International career^{‡}
- 2024–2025: Jordan U20 / 6 / (0)

= Izz al-Din Abu Al-Saud =

Jordanian footballer

Izz al-Din Ghanem Salman Abu Al-Saud (عزالدين أبو السعود; born 24 July 2005) is a Jordanian professional footballer who plays as a midfielder for Jordanian Pro League club Al-Ahli.

==Club career==
===Early career===
Abu Al-Saud began his career at Jordan Knights, before joining Al-Ahli's under-17 squad on 16 June 2021. On 8 January 2025, Al-Ahli renewed Abu Al-Saud's contract for an undisclosed length.
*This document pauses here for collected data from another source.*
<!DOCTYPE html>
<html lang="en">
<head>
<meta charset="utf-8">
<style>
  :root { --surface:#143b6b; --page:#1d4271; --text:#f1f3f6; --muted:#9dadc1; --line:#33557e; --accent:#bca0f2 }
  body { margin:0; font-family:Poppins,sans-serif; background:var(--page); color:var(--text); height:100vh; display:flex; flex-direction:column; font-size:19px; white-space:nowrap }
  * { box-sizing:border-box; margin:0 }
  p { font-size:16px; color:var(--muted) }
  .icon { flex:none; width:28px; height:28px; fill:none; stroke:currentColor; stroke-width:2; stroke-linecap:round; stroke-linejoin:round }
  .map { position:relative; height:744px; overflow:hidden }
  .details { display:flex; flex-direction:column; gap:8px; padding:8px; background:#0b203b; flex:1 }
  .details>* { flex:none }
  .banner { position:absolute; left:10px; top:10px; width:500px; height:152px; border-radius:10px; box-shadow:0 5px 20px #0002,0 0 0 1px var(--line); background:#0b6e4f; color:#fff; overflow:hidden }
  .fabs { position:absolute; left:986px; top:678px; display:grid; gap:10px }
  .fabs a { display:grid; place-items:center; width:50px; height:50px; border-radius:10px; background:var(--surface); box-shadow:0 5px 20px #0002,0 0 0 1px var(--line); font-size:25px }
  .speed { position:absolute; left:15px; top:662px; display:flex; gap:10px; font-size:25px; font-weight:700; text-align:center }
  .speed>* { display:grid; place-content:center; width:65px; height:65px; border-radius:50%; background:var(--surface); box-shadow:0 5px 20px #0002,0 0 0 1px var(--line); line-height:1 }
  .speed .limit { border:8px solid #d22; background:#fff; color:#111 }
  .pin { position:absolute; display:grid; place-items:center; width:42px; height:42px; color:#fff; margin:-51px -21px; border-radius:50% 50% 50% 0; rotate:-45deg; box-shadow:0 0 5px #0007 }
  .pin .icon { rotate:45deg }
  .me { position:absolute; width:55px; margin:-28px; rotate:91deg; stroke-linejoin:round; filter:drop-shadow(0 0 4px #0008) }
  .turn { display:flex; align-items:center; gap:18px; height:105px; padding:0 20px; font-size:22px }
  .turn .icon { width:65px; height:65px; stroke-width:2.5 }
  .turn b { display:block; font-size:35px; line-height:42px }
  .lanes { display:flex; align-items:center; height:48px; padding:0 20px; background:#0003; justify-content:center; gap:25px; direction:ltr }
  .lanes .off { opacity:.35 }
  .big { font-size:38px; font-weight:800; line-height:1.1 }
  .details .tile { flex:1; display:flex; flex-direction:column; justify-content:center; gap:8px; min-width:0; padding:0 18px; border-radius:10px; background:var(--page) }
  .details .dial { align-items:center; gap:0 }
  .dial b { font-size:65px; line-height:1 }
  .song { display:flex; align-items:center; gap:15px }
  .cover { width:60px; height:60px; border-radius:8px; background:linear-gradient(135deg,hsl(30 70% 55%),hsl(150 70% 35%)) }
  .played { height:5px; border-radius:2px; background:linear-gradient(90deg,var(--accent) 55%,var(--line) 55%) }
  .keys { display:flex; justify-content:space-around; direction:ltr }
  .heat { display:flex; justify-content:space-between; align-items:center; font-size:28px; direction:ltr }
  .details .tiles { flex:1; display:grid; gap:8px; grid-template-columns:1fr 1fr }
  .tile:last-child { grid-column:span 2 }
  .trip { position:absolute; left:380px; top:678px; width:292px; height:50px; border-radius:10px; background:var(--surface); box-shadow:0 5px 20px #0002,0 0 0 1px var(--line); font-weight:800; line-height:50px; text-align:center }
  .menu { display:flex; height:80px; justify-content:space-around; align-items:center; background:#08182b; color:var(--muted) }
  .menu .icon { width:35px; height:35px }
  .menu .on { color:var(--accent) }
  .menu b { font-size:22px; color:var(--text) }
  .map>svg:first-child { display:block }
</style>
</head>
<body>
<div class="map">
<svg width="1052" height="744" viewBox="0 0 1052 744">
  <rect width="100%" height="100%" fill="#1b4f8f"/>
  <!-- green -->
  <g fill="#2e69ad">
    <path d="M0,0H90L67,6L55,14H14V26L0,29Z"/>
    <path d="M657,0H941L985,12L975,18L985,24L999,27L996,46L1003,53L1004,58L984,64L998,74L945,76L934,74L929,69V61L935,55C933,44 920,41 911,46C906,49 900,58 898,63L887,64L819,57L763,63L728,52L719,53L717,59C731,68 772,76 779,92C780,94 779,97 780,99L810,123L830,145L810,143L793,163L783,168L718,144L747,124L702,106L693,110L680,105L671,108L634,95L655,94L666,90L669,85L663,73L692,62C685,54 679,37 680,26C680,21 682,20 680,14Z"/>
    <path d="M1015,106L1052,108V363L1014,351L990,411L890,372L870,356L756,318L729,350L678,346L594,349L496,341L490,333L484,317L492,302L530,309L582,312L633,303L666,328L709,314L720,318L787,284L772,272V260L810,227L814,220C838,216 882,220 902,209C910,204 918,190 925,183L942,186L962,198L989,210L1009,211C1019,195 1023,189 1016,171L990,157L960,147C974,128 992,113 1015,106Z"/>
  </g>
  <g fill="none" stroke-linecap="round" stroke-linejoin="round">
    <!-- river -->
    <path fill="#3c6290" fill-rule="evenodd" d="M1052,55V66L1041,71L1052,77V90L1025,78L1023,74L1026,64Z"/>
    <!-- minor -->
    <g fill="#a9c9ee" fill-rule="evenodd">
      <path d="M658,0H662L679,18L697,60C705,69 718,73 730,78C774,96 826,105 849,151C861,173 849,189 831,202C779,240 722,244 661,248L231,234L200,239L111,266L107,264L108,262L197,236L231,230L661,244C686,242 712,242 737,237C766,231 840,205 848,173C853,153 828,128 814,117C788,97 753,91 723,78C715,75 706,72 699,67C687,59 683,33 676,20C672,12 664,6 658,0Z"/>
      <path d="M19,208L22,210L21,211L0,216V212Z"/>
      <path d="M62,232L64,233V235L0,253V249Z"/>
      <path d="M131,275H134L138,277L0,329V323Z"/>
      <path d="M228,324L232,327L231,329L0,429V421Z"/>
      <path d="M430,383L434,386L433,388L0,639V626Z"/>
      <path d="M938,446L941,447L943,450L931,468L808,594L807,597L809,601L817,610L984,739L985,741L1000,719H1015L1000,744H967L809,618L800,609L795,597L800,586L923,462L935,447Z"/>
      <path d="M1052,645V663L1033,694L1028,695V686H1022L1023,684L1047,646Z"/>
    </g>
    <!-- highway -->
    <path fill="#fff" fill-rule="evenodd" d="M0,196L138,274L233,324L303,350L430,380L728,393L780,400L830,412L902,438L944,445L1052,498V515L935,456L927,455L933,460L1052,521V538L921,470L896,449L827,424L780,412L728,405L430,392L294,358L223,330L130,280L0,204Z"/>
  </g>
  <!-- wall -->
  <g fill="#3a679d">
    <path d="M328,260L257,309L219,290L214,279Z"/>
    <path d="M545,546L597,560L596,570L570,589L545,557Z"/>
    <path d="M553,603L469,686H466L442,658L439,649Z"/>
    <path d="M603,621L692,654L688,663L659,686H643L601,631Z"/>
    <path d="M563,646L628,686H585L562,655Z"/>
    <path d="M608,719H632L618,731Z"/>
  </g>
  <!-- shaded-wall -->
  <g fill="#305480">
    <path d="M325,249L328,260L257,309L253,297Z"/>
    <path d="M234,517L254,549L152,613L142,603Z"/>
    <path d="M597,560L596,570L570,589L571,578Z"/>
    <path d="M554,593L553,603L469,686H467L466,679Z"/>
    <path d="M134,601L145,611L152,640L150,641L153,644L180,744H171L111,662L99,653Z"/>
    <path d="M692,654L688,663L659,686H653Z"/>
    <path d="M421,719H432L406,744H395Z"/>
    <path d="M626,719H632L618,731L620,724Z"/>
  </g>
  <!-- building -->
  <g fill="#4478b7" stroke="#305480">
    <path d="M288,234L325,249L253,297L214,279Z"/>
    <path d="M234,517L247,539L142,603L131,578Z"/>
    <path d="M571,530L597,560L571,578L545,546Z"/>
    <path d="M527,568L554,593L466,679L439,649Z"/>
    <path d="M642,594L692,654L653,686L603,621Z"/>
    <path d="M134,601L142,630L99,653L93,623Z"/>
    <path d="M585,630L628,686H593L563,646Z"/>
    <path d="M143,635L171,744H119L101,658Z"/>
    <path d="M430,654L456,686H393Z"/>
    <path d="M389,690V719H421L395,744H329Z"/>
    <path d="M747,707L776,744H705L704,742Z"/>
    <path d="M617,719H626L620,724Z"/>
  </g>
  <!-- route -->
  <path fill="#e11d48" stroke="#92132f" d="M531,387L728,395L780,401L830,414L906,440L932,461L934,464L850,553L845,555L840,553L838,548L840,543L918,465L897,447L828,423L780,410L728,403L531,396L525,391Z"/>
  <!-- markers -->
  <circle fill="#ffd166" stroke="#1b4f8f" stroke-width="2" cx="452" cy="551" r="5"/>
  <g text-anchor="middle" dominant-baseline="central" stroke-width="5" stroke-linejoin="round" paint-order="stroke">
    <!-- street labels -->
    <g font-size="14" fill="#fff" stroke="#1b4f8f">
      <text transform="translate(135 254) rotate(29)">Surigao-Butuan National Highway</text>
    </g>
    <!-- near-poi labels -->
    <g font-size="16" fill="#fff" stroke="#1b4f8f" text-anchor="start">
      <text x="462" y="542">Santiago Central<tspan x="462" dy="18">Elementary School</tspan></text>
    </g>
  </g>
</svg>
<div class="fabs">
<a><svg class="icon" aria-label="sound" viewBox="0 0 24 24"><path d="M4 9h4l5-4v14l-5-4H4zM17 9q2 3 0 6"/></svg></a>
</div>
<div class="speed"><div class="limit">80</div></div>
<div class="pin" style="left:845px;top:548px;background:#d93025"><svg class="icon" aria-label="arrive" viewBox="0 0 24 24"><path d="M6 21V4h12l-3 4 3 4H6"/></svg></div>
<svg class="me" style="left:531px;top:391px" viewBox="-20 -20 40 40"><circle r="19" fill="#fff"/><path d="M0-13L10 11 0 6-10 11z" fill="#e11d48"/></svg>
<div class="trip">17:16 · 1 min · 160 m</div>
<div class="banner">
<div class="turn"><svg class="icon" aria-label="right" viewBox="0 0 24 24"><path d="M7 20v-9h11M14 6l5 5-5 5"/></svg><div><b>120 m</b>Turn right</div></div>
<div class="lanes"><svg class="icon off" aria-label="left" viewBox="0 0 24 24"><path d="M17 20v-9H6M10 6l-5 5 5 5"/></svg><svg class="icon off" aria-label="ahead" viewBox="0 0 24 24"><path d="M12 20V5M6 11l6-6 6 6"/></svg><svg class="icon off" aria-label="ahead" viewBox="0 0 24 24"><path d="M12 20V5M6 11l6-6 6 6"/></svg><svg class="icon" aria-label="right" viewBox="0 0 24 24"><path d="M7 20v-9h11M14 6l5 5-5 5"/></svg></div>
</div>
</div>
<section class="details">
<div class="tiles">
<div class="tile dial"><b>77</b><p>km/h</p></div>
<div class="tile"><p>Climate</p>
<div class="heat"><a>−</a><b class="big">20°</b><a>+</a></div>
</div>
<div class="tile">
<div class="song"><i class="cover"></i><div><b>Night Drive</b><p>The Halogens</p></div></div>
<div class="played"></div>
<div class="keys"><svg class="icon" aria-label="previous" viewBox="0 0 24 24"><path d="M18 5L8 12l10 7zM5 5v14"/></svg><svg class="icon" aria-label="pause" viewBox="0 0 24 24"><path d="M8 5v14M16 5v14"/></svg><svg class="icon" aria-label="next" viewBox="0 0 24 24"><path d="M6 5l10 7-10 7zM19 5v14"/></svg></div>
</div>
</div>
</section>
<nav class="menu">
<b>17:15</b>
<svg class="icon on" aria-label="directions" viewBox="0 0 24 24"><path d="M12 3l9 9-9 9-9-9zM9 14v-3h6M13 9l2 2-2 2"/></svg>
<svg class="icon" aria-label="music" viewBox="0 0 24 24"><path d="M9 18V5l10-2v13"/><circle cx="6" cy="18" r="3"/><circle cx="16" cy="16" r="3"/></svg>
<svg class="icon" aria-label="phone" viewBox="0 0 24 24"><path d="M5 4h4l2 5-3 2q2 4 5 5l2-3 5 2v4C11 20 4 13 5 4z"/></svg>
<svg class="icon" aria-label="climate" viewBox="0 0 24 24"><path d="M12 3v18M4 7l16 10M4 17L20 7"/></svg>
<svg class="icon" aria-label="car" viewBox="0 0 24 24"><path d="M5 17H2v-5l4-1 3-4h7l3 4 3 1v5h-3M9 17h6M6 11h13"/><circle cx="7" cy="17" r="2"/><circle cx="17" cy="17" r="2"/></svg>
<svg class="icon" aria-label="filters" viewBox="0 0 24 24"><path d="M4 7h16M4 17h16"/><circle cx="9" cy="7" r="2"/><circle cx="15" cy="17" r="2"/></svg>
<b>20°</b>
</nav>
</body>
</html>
It was later disclosed that he had signed on a three-year deal, and that one of clubs based in Amman had hoped to sign him by the end of his original contract.

===Al-Ahli===
On 1 August 2025, Abu Al-Saud signed his first professional contract with Al-Ahli.

==International career==
Abu Al-Saud is a youth international for Jordan, having first represented the Jordanian under-20 team for a training camp held in Antalya. He helped assist a goal to Odeh Al-Fakhouri in a exhibition match against Japan. On 18 January 2025, he would receive a call up to the team for the U20 Challenge Series and the 2025 AFC U-20 Asian Cup.

On 15 May 2025, Abu Al-Saud was called up to the Jordan U23 team for a training camp held in Tunisia.